9. History of cancer within 5 years of Screening with the exception of fully excised
non-melanoma skin cancers, non-metastatic prostate cancer, and fully treated ductal
carcinoma in situ.
10. Concomitant disease, condition or treatment which, in the opinion of the Investigator,
would pose an unacceptable risk to the patient or interfere with the patient's ability
to comply with study procedures or interfere with the conduct of the study.
11. Women of childbearing potential, pregnant (i.e., positive serum pregnancy result at
Screening and Day 1) or breastfeeding or intending to become pregnant during the
course of the trial.
12. Use of any GD-related chaperone therapy within 4 weeks prior to Screening or expected
need to initiate chaperone therapy during at least the first 18 months of the study.
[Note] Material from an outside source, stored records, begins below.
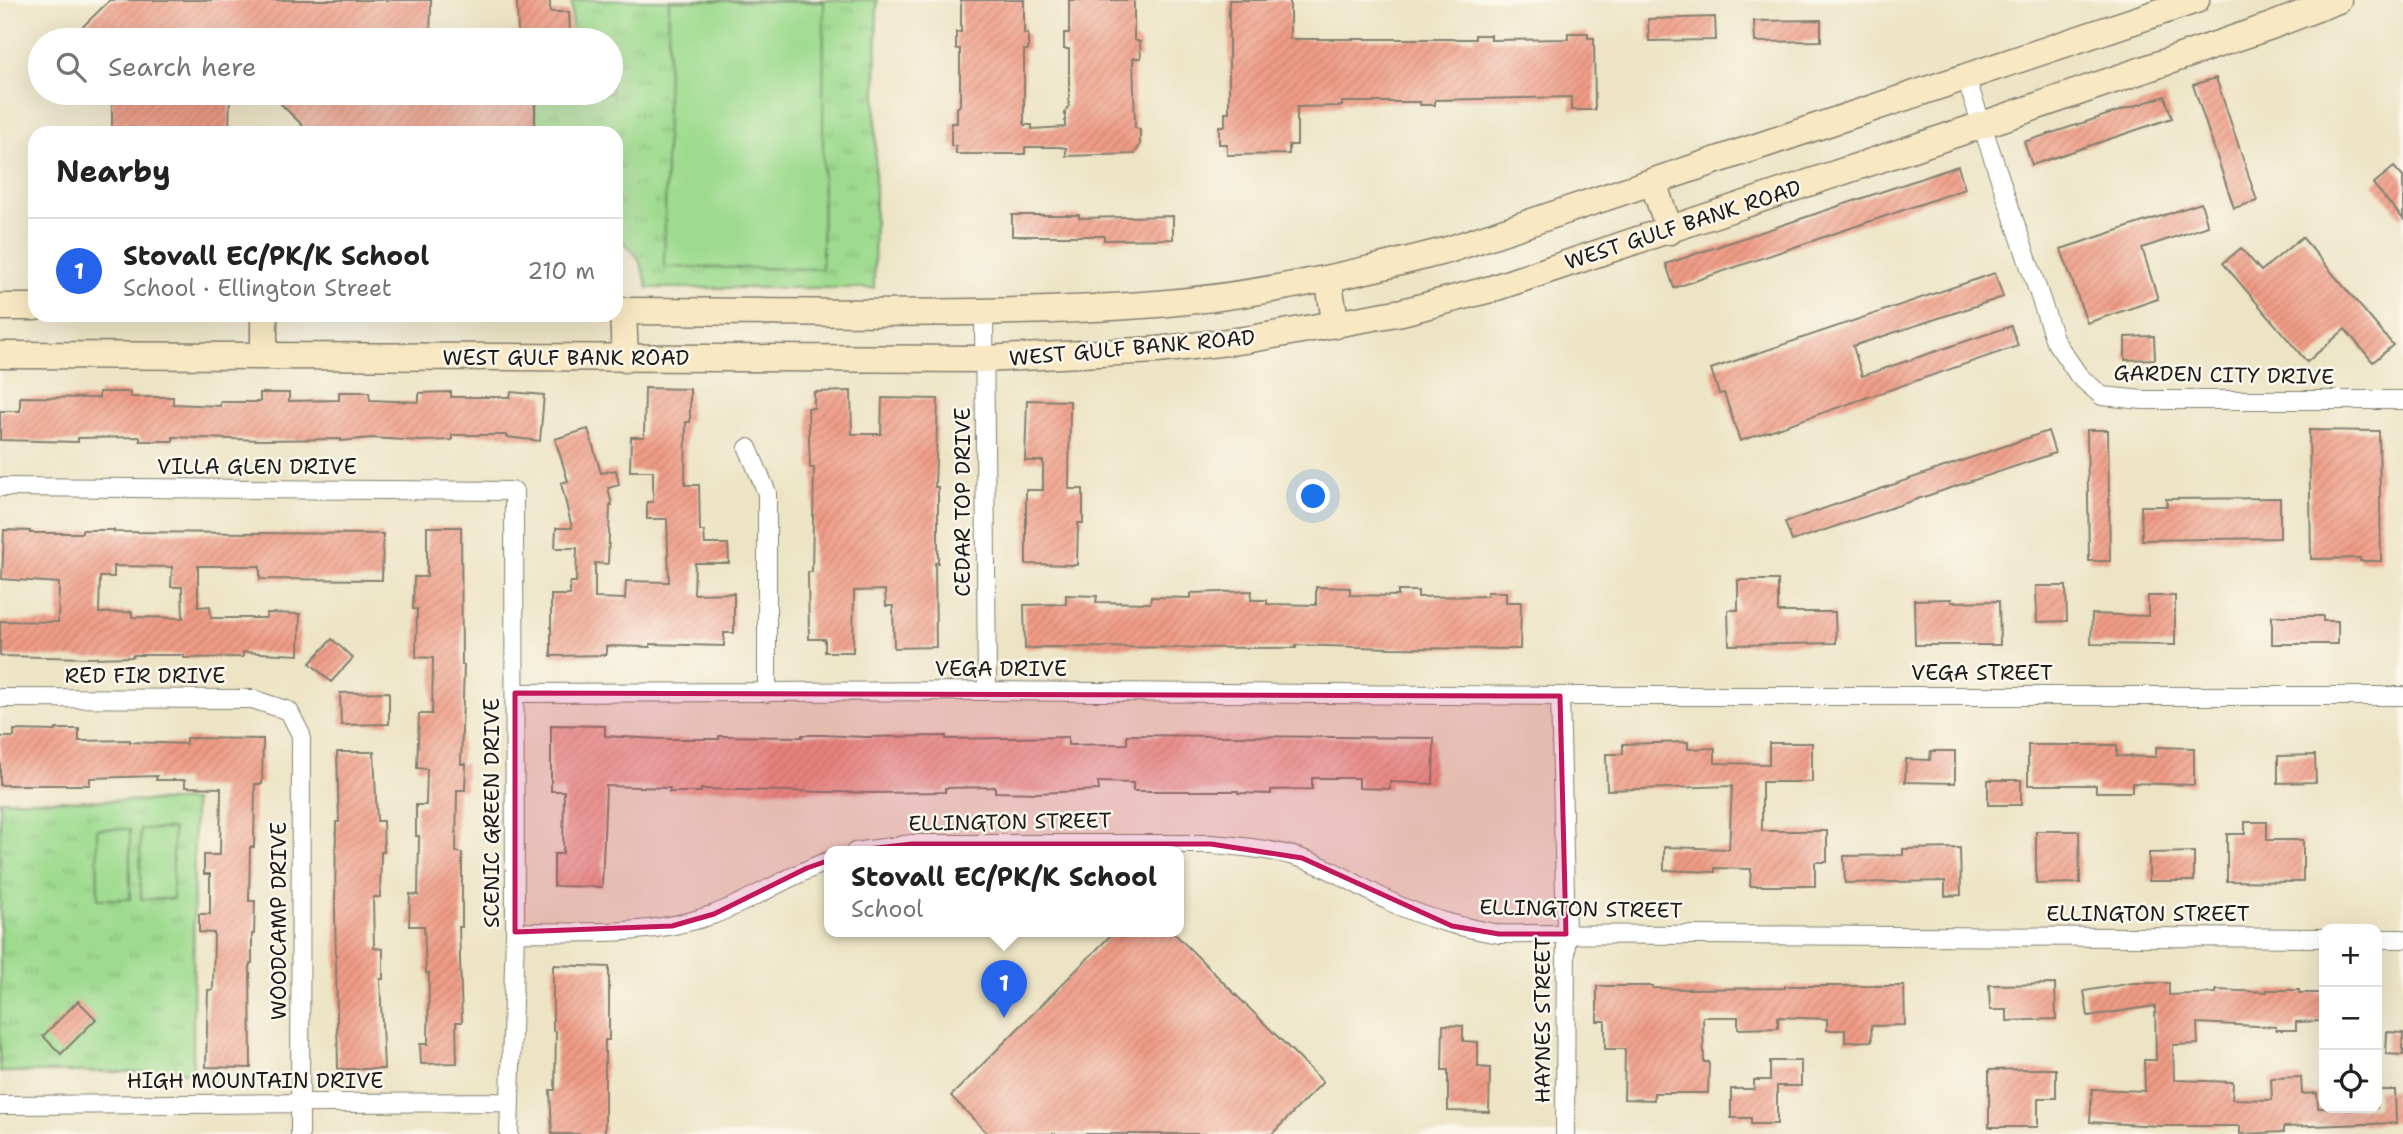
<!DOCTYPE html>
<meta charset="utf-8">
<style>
:root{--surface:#fff;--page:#f2f2f2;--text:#222;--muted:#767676;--line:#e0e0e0;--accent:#2563eb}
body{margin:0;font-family:"Shantell Sans",sans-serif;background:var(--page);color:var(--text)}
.controls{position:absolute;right:21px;bottom:21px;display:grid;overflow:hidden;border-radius:14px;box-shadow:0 7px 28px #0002}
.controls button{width:63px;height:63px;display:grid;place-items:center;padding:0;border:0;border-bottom:2px solid var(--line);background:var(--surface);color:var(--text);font:35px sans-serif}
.you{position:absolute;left:1314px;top:497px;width:24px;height:24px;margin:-18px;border:5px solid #fff;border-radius:50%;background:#1a73e8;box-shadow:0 0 0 10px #1a73e833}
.badge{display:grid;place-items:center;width:46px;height:46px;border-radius:50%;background:var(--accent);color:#fff;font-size:23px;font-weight:700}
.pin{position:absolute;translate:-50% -58px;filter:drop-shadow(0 2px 4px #0008)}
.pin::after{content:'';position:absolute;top:37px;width:24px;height:21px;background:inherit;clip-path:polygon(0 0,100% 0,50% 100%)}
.popup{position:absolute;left:824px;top:846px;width:360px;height:91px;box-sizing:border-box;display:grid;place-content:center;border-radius:14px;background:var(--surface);filter:drop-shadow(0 2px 5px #0005);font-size:23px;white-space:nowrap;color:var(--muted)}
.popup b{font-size:26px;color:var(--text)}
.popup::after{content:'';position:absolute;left:50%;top:100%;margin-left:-14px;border:14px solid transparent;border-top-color:var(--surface)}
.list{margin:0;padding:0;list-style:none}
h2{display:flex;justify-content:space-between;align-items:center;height:91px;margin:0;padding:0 28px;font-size:30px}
h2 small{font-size:23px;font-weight:400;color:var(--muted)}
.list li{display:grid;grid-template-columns:46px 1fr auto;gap:21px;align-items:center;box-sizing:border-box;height:105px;padding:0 28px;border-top:2px solid var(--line)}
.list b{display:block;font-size:26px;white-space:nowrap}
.list p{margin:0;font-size:23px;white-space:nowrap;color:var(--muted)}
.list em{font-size:23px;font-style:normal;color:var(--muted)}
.icon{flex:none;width:38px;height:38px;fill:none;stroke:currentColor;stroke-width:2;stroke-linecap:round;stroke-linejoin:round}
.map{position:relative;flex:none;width:2403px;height:1134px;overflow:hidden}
.search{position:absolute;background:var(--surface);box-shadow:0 7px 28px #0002;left:28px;top:28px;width:595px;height:77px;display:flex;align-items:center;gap:18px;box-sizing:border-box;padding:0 24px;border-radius:38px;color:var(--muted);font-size:26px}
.panel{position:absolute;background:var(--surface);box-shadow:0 7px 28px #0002;left:28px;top:126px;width:595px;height:196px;border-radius:21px}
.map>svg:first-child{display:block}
.park{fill:url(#park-tufts);stroke:#5e7c56;stroke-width:2}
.pitch{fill:#9fdb8f;stroke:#5e7c56;stroke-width:2}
.building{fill:url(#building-hatch);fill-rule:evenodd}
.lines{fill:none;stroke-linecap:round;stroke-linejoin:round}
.minor-casing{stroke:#848070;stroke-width:20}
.secondary-casing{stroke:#848070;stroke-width:29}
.minor{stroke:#fff;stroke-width:18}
.secondary{stroke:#f8e8c3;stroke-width:26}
.marked{fill:#c2185b;fill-opacity:0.2;stroke:#c2185b;stroke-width:5;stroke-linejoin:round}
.labels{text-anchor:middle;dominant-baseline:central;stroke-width:5;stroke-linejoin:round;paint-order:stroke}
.street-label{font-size:21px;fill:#1c1c1c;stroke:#fbf7ec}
</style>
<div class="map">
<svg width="2403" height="1134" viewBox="0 0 2403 1134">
<defs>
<pattern id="park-tufts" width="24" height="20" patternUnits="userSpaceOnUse" patternTransform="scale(1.75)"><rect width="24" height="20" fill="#9fdb8f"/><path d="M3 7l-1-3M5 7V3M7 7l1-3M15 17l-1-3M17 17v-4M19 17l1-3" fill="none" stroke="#88bb7b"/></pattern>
<pattern id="building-hatch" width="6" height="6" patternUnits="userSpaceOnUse" patternTransform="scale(1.75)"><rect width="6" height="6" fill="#ef9b85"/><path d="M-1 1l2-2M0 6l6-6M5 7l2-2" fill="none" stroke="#cc8572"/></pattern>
</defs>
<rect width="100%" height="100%" fill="#fbf7ec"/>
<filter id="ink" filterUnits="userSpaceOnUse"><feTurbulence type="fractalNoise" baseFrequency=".0143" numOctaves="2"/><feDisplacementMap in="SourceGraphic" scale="14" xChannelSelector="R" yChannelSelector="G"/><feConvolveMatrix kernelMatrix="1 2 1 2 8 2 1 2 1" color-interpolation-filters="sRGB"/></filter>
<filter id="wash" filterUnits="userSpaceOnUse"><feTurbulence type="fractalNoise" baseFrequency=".00686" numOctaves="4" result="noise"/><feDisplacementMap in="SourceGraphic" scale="28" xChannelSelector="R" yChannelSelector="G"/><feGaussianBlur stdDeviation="1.57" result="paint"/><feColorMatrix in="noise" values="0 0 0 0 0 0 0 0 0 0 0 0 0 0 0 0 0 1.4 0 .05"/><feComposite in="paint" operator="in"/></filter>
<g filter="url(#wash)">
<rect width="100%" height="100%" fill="#ede4c5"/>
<path class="park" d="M572,0h305l-3,288h-226c-7,-26 -9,-36 -32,-51v-104h-81v-40h76v-53h-39z
M0,800l194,1 -1,271h-193z"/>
<path class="pitch" d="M669,0l155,2 -2,267 -158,-2z
M97,829h33v70h-32z
M140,829h33v70h-32z"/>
<g id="blocks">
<path class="building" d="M110,0h321l-1,40h-361z
M517,0h33v12h19l1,23h-52z
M961,0h63v34h4v16h-4v75h8v4l33,-2v-16l4,-5v-57h-5v-16h5v-33h65v40l6,2 1,16h-8l2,69 5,3v15l-5,9 -69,2v-8l-8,-1h-33v7h-69v-8h-5v-23h6v-15l3,-3v-56h-4v-17h5z
M1229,0h61v39h185v-4h16v5l77,-1v-6h20v5h6l1,72h-24v-13l-136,3v5h-15v-3h-78v4l-45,1v38h-8v9l-62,1v-11h-8v-18h6v-14h4z
M1715,17l1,23 -67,1 -1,-22z
M1821,20v21l-66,1 -1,-21z
M2216,78l41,123 -23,7 -41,-123z
M112,93h118l-1,40h-94v-5h-23z
M270,93h265v40h-225z
M2165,96l7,22 -140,47 -8,-23z
M1958,166l7,23 -291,99 -8,-24z
M2394,167l9,10v42l-30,-35z
M2201,203l7,23 -66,22 16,51 -71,24 -26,-74z
M1012,215h67v3l94,-2v23l-69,1v-4h-92z
M2302,237l91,108 -20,17 -28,-33 -38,33 -84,-99 18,-15 20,23z
M1995,273l8,24 -150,49 9,30 149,-50 7,20 -278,95 -16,-48 -5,1 -8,-25z
M2154,336l1,23 -30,1v-23z
M645,388l45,1v33h-4l-1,63h14l1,46h4l1,13h23l1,19h-34l-1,31 40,-1v40h-10v13l-74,-2v3l-44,-1v9l-55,1v-61h19v-13h6l1,-34h-22l1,-20h16l-11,-45 7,-2 -13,-42 33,-10 13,44 15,-3 3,15 -11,3 4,17h-2l-2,59 -13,-1v35l30,1 1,-18 43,1 -2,-63h-20v-17h6v-31h-23l1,-34h13z
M851,391l1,43h29l1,-36 56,1 -3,88h3v76h-3l1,84 -42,1 -1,-42h-7l-1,-16 -31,1 -1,61h-28v-13h-16l-1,-67h4l2,-104h-4l-2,-60h6v-16z
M99,392h31v5h43v7l47,2v-4h40v-9h29v8l50,-1v-8h30l1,8 49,2v-9l32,-1v5h59l1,-5 33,3 -4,46 -34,-4v-2h-54v5l-31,1 -50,-3 -30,3v-2l-80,1 -88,-3v4h-33v-4l-62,1v4l-78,-2v-29h20v-14l79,1z
M1027,400l43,1 -1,88h14v34h-5l-1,42 -51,-1v-74h17v-29h-18z
M2087,430h21l2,131h-21z
M2309,430l70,1 2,130h-21v-3l-49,1z
M2048,431l7,22 -263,88 -7,-19z
M2280,498v40l-138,2 -1,-34h26l-1,-7z
M427,527h34l1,138h2l-3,99h5l-1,26h-8l-1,62 6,1v74h-3l3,95h-6l1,41 -36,1 -1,-20h8l1,-71h-3l-2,-47h-15l1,-32 8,1 1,-59h-3v-31h10l1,-36 -10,-1 2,-54h13l1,-56 -17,-1 1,-48h-4l1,-32h13z
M4,530l26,1v2h52v-3h32v2l269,2 -1,46 -122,-1v-13h-62v41l12,-1 1,12h55l1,-5 33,1 -1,41 -56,-3v5l-59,1v-3h-51v2l-43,1 -90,-2v-35l58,1 1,-39 -57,-4zM114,566l58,1 -1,20h11l1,31 -51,-1v-5l-33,1 1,-36h14z
M1738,580h40v32h57l1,31 -107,2 -1,-35h10z
M2036,586h30l1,35 -30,1z
M1316,587l34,1v7l48,1v-5h20v6l69,-1v-4h19v10h15l-1,47 -130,-1 -94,-3v3l-250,-1 -21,2 -1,-44 42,-1v-9l31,1 -1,6 54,1 1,-6 40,1v-5l61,-2 -1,9h16v4l49,1z
M2148,596h27v49l-84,-1 1,-30 56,2z
M1951,599v3l48,-1 1,44h-85l-1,-45z
M2272,616h51v5h15v23h-66z
M332,639l21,19 -22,24 -21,-19z
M389,692v32l-48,1 -1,-32z
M551,725l54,1v10l55,3h59v-3l83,1v-2h21l42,2 81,-1v3l122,-2v8l59,-1v-9l307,3 -1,46 -43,-2v7l-31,-1v-10h-47v11l-41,1v4l-33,-1v-2h-105v-8l-35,-1 1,8 -61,3 -43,-1v-5l-50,1v4l-73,1 -171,-4v3h-32l1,-4 -64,-2 -4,101 -48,-1v-32h9l1,-63h-13z
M56,729h23v12l51,-1v2l56,2v-6l77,1 -1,45h-7l-1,63h-4l-1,54h6l-1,33h-2v29h-2l1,105 -45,-1 2,-77h5l1,-57 -15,-1v-18h11v-40h-6v-19h16l1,-67 -36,-1v-7h-29l1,-4 -67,2v7h-90v-48h14v-7l42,1z
M1688,742v7l27,-1v15l54,1v-21h43v39h-50v49h65v31h-12v24h-65l1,-17 -36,-1v4l-51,-2v-23l65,2 3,-63 -125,4 -1,-36h17v-10z
M2028,745h89v11l39,1v-10l38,1v37l-62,-2v9h-36v-7h-68z
M1931,751h24v32l-50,-1 1,-23 24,1z
M337,752h37l3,69h6l1,31h-3l-1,45h-7l1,51 9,1v30h-3l4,90h-46l-3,-160 1,-87h3z
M2315,755l1,27 -38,1v-27z
M1988,780h33v25h-33z
M2245,822h22v18h36v42l-76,-1v-47h18z
M2036,831h43l1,52 -44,1z
M1960,848l1,47 -16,1v-15l-100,2 -1,-27 59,-1v-6z
M2194,852v29h-45v-28z
M1114,932h59l150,150 -51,52h-284l-37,-38z
M553,965l56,2v73h-4v94h-53l-2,-44h5l1,-59h-3z
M2133,983h36v12l47,-2v-3l51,2v-2h32v3h23v28l-26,1v8h-20v-3l-79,-4 1,21 -25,1 1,35 59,2 -1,17 40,1 -1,-22 30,-1 1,17 15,-1 1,15h59v-18h18l1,33 -112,4v5l-44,2v-8h-81l-69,-4 2,-33 53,2 -1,-31h12l-1,-54 -67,10 -4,-25z
M2055,984l1,35 -49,2v-11h-17l-1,-25z
M1597,986h56v2l33,1 99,-1v-2h119l1,39 -34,1 1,15 -27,1v-12h-18v-11l-49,-2v11l-40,1v-12h-35l1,45h5l-1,31h-54v7l-30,-1 1,-50h-20v-28h-8z
M78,1001l18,18 -35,35 -18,-18z
M1443,1025l20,1v15l15,1v25l12,1 -1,44 -41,-1v-41h-6z
M2387,1032l16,1v22l-17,-1z
M1770,1061h31v25h-24v38h-26v-6h-20v-29h23v-9h16z
M2032,1069h24v29h-18v29h-49v-57z"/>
</g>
</g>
<g filter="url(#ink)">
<use href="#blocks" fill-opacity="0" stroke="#848070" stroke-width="2"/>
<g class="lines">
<g class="minor-casing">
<path id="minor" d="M1966,78l89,263 24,35 23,20 41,4h260
M984,312l3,379
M748,448l19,45v200
M0,487l514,4 1,441 -6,202
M515,693l472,-2 573,5h843
M1560,696l6,238 -1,200
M0,698l252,1 37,12 12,24 -1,399
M855,852l57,-8h299c30,2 60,5 89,14 33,10 61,30 91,44 35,17 70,25 108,32l825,4
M515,932c66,0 133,5 197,-17 40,-14 76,-40 117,-54
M2377,939h26
M0,1105l510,-3"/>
</g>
<g class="secondary-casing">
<path id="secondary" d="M1653,183l17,48
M1328,279l8,46
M0,307h35
M616,311c180,0 361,7 541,-7 98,-8 196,-29 291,-54l748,-250
M623,311l2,48
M264,315v41
M0,355l984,4 173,-9 88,-10 157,-28 89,-23 491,-164 289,-99 67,-26"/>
</g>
<use href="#minor" class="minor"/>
<use href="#secondary" class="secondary"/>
</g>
</g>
<path class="marked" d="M515,693l1045,3 6,238h-67l-47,-8 -150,-68 -91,-14h-299l-53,6 -52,18 -93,46 -42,12 -157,6z"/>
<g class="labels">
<g class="street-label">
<text transform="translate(1683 225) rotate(-18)">WEST GULF BANK ROAD</text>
<text transform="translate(1132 348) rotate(-5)">WEST GULF BANK ROAD</text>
<text x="566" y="358">WEST GULF BANK ROAD</text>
<text transform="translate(2224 375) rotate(1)">GARDEN CITY DRIVE</text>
<text x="257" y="467">VILLA GLEN DRIVE</text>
<text transform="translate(963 502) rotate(-90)">CEDAR TOP DRIVE</text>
<text x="1001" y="669">VEGA DRIVE</text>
<text x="1982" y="673">VEGA STREET</text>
<text x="145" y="676">RED FIR DRIVE</text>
<text transform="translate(492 813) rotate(-90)">SCENIC GREEN DRIVE</text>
<text transform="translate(1010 822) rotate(-1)">ELLINGTON STREET</text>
<text transform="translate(1581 909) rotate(1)">ELLINGTON STREET</text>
<text x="2148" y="914">ELLINGTON STREET</text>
<text transform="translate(279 921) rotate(-90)">WOODCAMP DRIVE</text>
<text transform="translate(1543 1020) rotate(-90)">HAYNES STREET</text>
<text x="255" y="1081">HIGH MOUNTAIN DRIVE</text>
</g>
</g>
</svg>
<div class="controls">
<button>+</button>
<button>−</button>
<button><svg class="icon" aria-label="locate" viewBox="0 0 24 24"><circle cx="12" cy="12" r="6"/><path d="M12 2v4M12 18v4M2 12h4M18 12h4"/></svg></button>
</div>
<div class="you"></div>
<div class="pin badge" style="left:1004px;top:1018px">1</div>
<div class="popup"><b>Stovall EC/PK/K School</b>School</div>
<div class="search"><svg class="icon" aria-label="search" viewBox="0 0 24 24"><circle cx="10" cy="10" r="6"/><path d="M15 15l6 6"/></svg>Search here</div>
<section class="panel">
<h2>Nearby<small></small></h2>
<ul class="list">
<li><span class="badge">1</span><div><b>Stovall EC/PK/K School</b><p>School · Ellington Street</p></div><em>210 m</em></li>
</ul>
</section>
</div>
13. Any type of prior gene or cell therapy.
14. Use of systemic immunosuppressant or steroid therapy other than protocol-specified
immunosuppression.
15. Participation in another therapeutic investigational drug or device study within 3
months or 5 half-lives of the study agent, whichever is longer.
16. Clinically significant abnormalities in laboratory test results at Screening.